Si en la torre del campanario de Vich han instalado un sistema de megafonía machacona que repite a los feligreses, perdón, a los ciudadanos, las consignas políticas de turno y las instituciones miran para otro lado, no quiero ni imaginar lo que se podrá vivir en Barcelona este 11 de septiembre en la Diada. La vida civil no puede ser conquistada por una religión, o como en este caso, la ciudad, las playas o parques no pueden tunearse por las obsesiones de un colectivo. Un elemento aislado se dota a sí mismo de fortaleza, pero la invasión del espacio lo anula y ridiculiza; los lazos amarillos que se convierten en horcas, las cartas que exhiben recetas como guardias civiles a la plancha, las cruces de las playas, han dejado de ser símbolos para convertirse en perversas simbologías y a mí me duele reconocer que estoy perdiendo el respeto a quien tanto amé. En el Bonpreu hay un kit independentista para la Diada a 15 euros. Las tiendas tienen bragas, biberones, condones y hasta puñeteras cruces amarillas para marcar el territorio.
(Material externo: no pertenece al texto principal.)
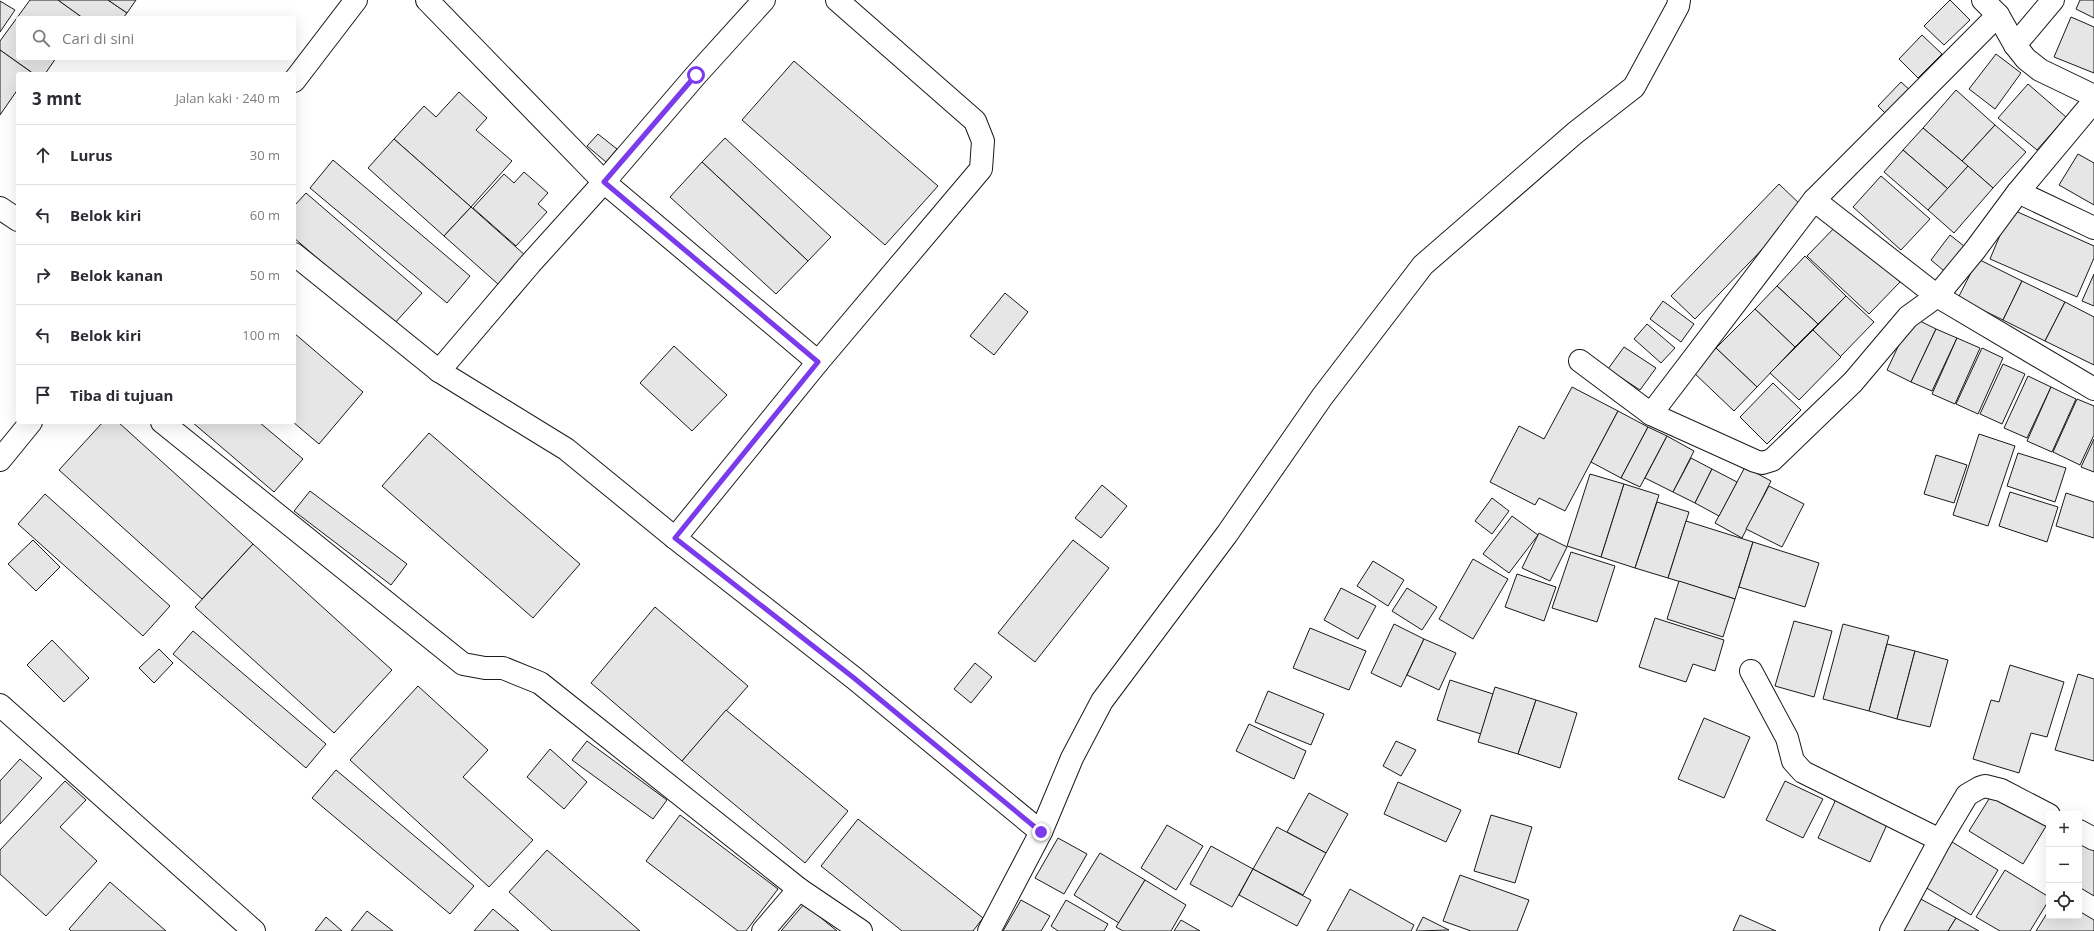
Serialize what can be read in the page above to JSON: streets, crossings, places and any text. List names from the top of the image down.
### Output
{
  "page": {
    "search": "Cari di sini",
    "heading": ["3 mnt", "Jalan kaki · 240 m"],
    "list": [
      ["Lurus", "30 m"],
      ["Belok kiri", "60 m"],
      ["Belok kanan", "50 m"],
      ["Belok kiri", "100 m"],
      "Tiba di tujuan"
    ],
    "map_buttons": ["+", "−"]
  }
}
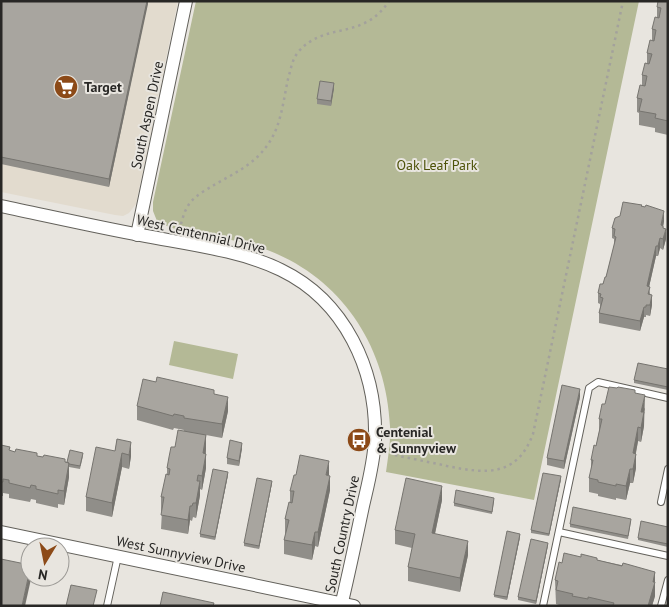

No voy a intentar respetar la mercachiflería que ha empapelado esta ciudad de mis sueños. 'La ciudad de los prodigios', la llamó el escritor Mendoza, una ciudad con pasadizos secretos y cementerios de libros de la que habló Zafón en su 'Sombra del viento'. Gótica, fenicia, romana y contemporánea. No era amarilla. Prefiero recordarla como la viví. Libre; una amante que te recibía Mediterránea y casi sin pronunciar palabra sabías que en sus brazos podías vencer tus miedos. Casi nunca entregaba nada que le perteneciera, eso es verdad, se limitaba a prestarte su olor, sus preciosas calles del Ensanche, la historia de una burguesía creadora y generadora de riqueza, el tapiz de las razas que la habitaban. Pero era mucho, sobre todo porque nadie te decía lo que debías pensar.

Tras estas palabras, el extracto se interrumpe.